*** Block opens ***

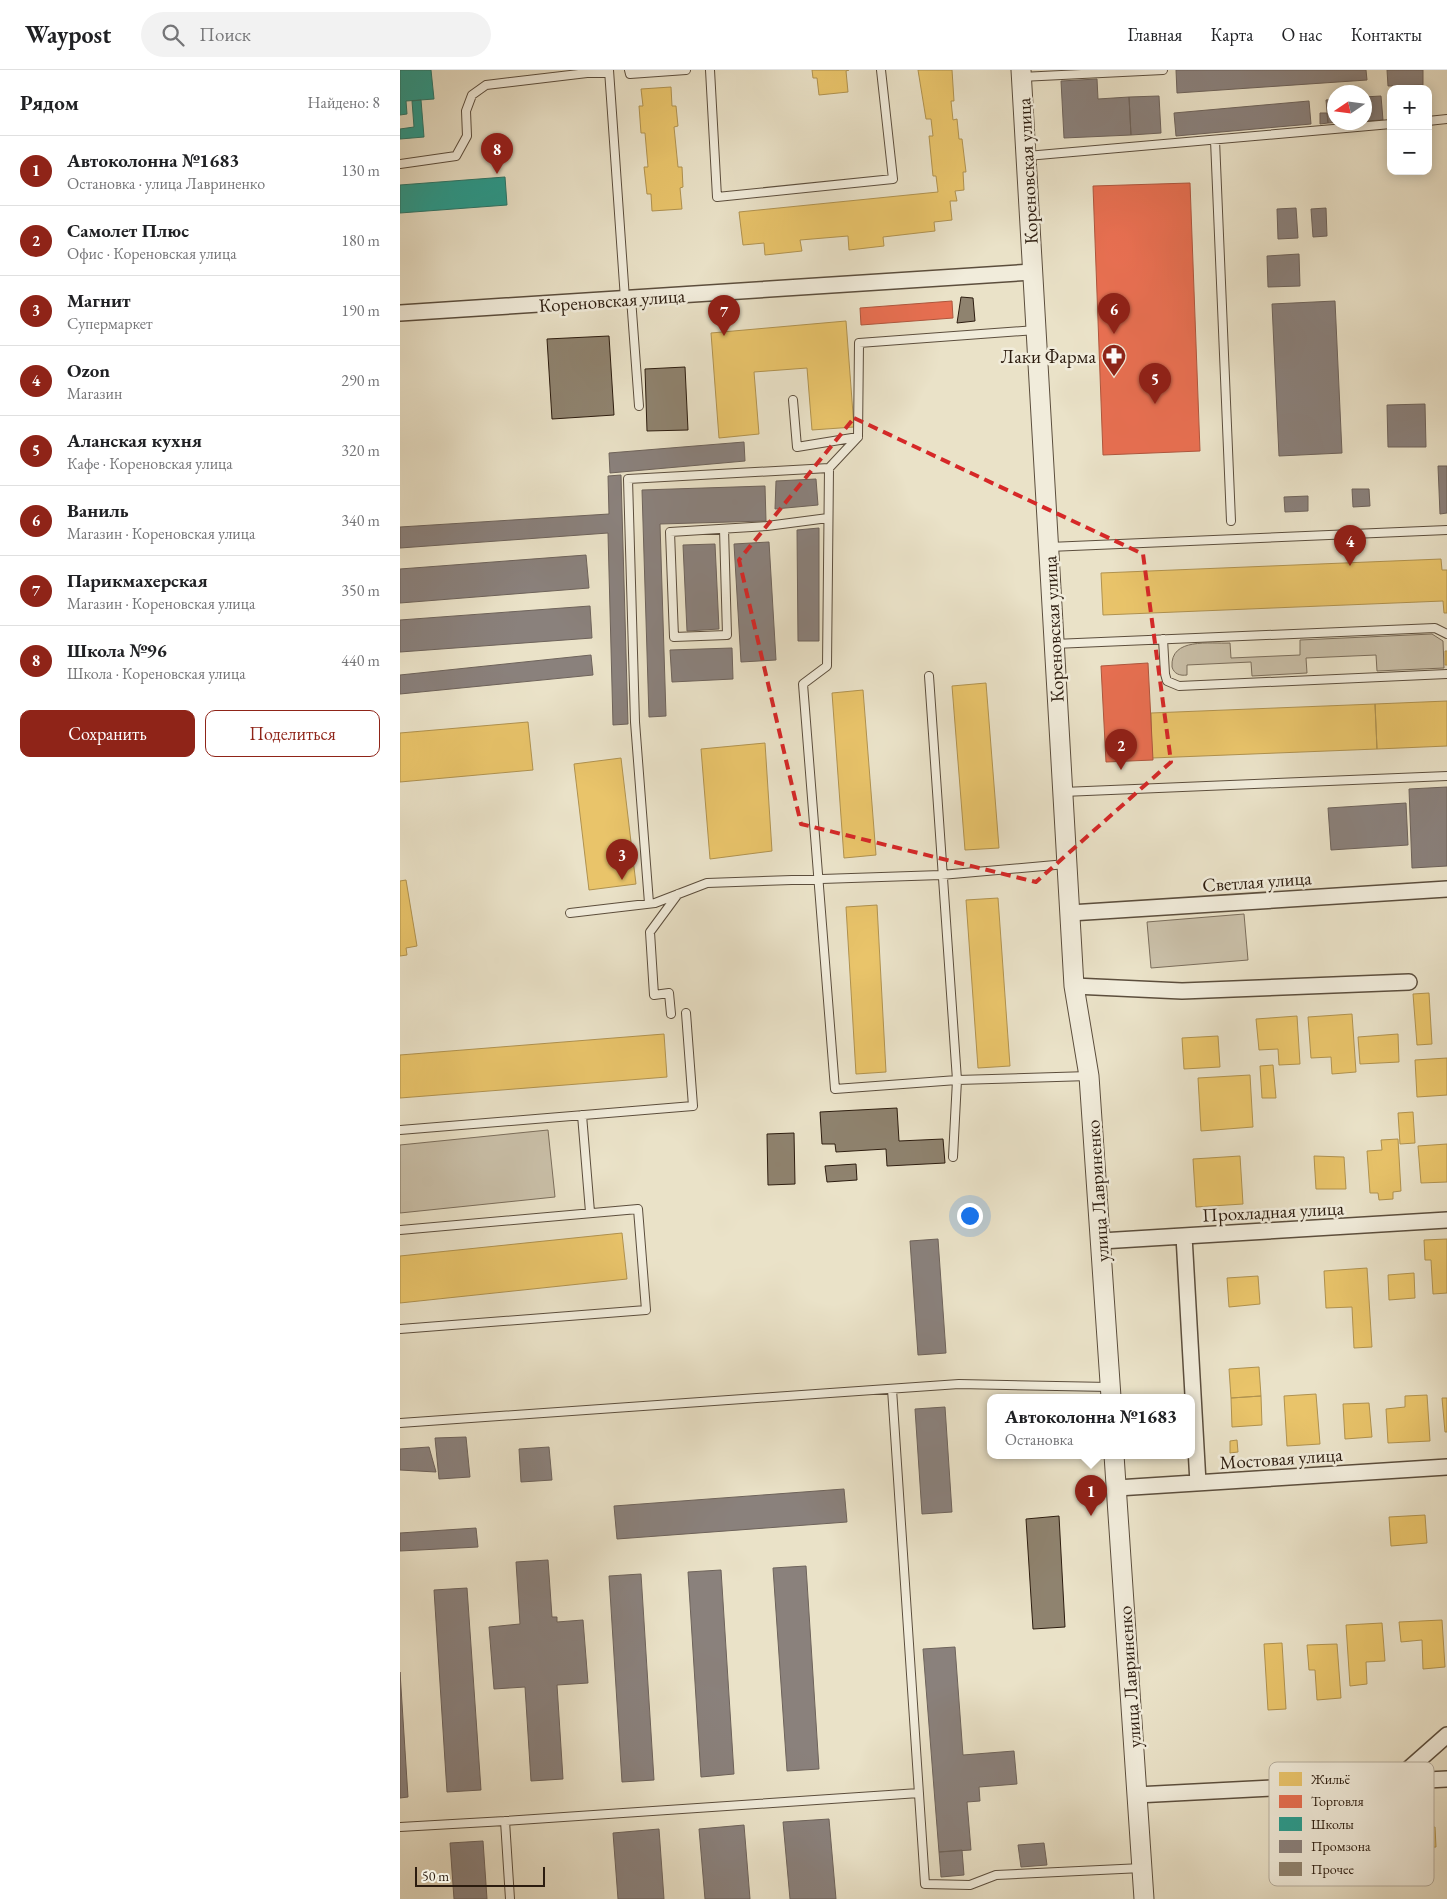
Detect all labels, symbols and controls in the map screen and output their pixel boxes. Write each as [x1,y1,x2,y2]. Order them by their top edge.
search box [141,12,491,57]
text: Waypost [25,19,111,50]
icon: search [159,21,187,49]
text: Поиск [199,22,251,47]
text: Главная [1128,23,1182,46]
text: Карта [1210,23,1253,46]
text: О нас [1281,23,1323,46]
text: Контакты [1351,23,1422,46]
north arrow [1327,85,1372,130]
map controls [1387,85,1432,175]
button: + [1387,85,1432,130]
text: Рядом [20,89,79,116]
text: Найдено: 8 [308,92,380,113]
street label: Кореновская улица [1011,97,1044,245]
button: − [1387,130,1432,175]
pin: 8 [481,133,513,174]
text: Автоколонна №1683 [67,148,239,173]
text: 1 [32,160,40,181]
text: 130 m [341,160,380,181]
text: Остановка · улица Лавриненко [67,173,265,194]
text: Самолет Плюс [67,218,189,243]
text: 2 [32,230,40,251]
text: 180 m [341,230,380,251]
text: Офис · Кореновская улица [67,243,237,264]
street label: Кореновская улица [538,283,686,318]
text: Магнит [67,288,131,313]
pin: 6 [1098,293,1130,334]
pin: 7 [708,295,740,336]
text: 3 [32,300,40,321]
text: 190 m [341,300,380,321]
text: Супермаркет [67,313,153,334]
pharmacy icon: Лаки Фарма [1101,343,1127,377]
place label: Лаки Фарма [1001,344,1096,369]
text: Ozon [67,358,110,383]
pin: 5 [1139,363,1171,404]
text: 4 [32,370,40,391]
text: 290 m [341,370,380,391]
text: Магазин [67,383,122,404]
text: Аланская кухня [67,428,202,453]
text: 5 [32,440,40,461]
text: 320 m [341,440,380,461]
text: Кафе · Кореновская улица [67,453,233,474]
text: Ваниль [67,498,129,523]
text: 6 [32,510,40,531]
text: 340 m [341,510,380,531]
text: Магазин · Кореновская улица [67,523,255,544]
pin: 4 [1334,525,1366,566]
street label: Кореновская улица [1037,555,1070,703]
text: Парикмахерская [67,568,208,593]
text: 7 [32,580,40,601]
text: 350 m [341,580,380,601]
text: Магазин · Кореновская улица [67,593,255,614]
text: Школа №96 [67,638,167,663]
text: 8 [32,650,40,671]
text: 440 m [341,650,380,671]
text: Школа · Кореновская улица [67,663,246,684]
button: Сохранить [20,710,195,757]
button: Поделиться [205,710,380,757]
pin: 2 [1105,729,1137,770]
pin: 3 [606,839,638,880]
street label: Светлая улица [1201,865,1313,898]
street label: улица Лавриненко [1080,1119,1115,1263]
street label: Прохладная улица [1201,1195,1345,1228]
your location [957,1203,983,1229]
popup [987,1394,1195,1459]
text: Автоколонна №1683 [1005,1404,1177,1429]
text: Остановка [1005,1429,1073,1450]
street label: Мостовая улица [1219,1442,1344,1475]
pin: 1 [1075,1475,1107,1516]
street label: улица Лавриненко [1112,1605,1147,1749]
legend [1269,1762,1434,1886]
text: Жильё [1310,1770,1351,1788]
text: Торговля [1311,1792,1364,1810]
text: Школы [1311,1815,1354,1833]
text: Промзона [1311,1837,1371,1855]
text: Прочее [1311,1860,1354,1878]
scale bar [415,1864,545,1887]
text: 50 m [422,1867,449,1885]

*** Block closes ***
*** Block opens ***

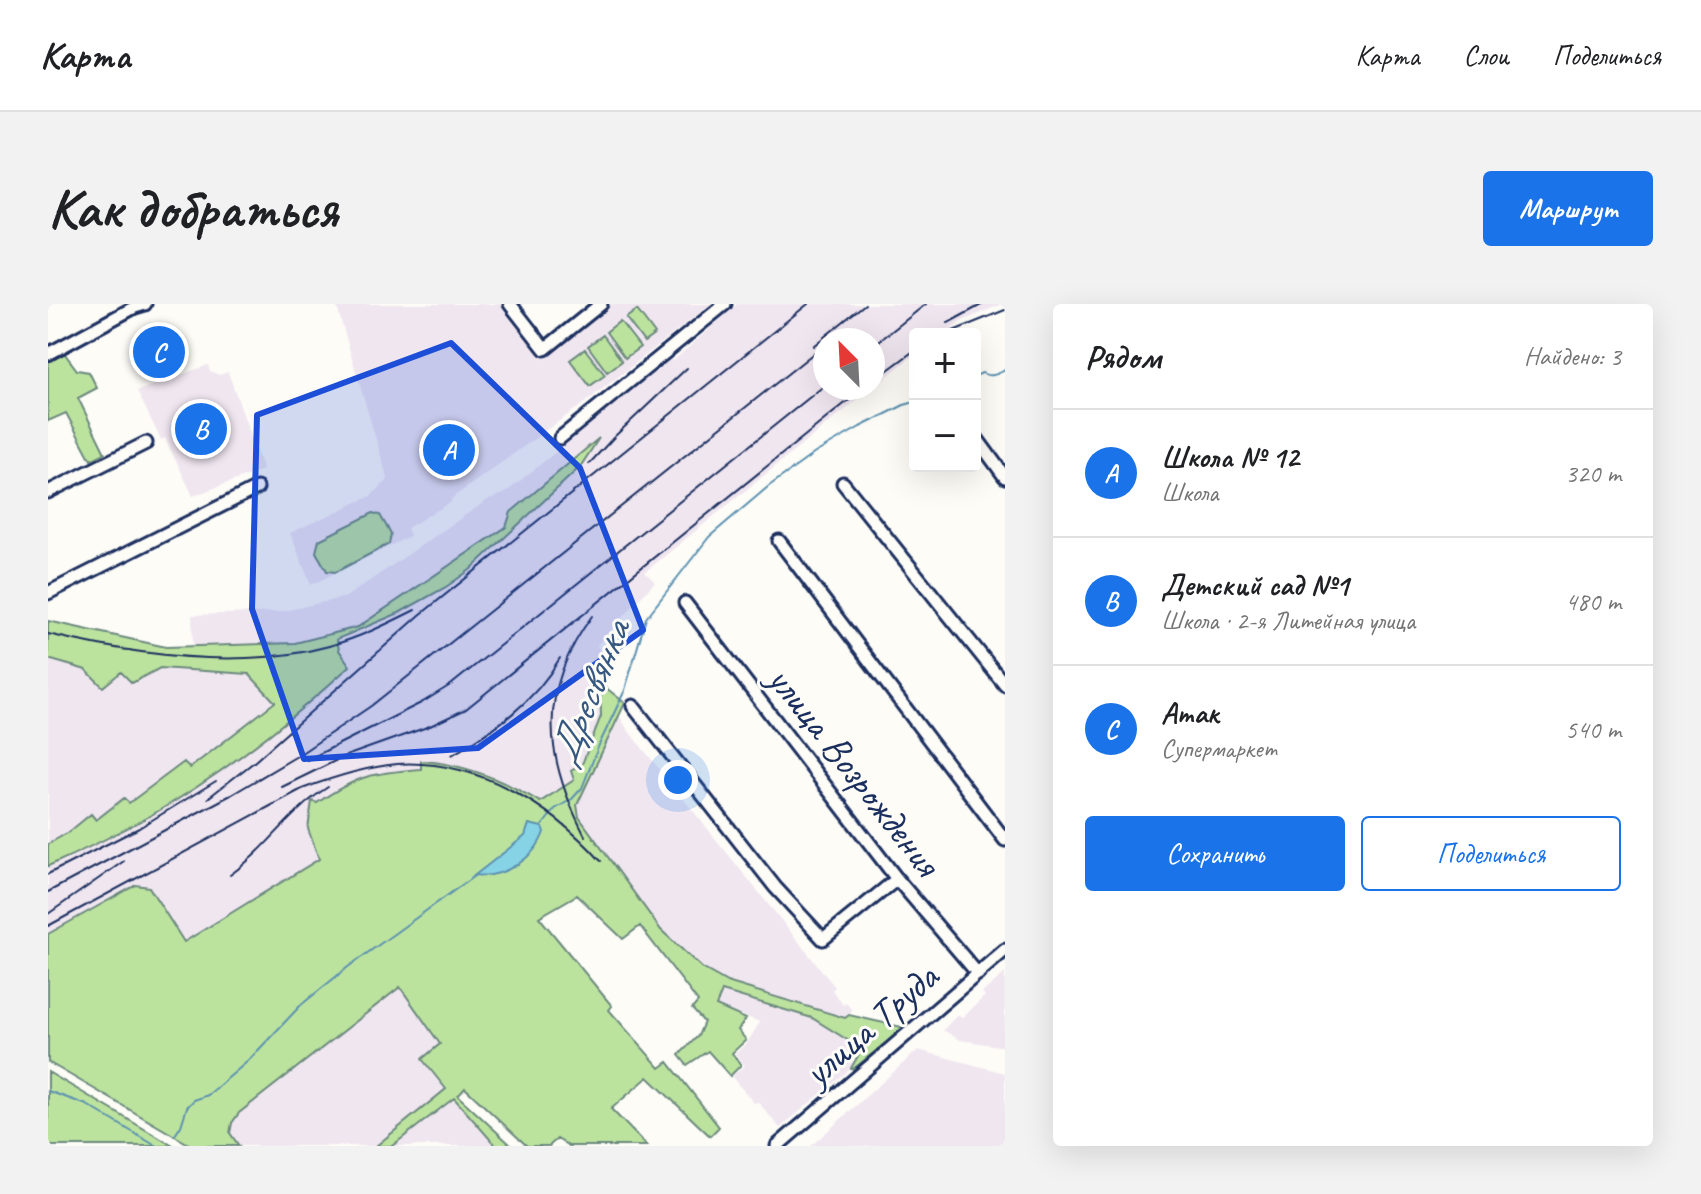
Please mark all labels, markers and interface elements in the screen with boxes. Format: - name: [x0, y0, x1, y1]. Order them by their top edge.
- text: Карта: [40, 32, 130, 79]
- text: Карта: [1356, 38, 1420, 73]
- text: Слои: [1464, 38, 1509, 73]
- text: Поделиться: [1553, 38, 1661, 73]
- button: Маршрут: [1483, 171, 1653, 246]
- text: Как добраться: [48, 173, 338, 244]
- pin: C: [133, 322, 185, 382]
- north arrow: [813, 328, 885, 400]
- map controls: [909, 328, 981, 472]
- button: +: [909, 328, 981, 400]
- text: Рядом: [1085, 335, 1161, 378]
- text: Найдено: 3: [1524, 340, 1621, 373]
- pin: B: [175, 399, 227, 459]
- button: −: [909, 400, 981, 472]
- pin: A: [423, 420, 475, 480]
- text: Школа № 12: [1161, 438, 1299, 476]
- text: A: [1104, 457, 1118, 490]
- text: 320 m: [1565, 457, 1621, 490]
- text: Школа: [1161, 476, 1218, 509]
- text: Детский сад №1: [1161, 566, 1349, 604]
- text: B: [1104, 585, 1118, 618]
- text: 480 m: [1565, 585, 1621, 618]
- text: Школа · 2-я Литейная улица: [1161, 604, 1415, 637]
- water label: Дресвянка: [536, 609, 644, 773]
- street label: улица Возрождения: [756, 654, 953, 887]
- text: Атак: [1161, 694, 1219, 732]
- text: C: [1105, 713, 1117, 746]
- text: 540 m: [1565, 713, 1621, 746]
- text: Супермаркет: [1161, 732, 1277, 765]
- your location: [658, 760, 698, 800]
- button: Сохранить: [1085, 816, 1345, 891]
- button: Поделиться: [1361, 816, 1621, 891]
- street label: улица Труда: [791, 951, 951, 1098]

*** Block closes ***

Work through the entries, filtering for the string "edge", and copy each line that holds it.

Exercise answer
Detect all labels, symbols and controls in the map screen and output their pixel boxes. Write each as [x1,y1,x2,y2]. Order them by their top edge.
Please mark all labels, markers and interface elements in the screen with boxes. Format: - name: [x0, y0, x1, y1]. Order them by their top edge.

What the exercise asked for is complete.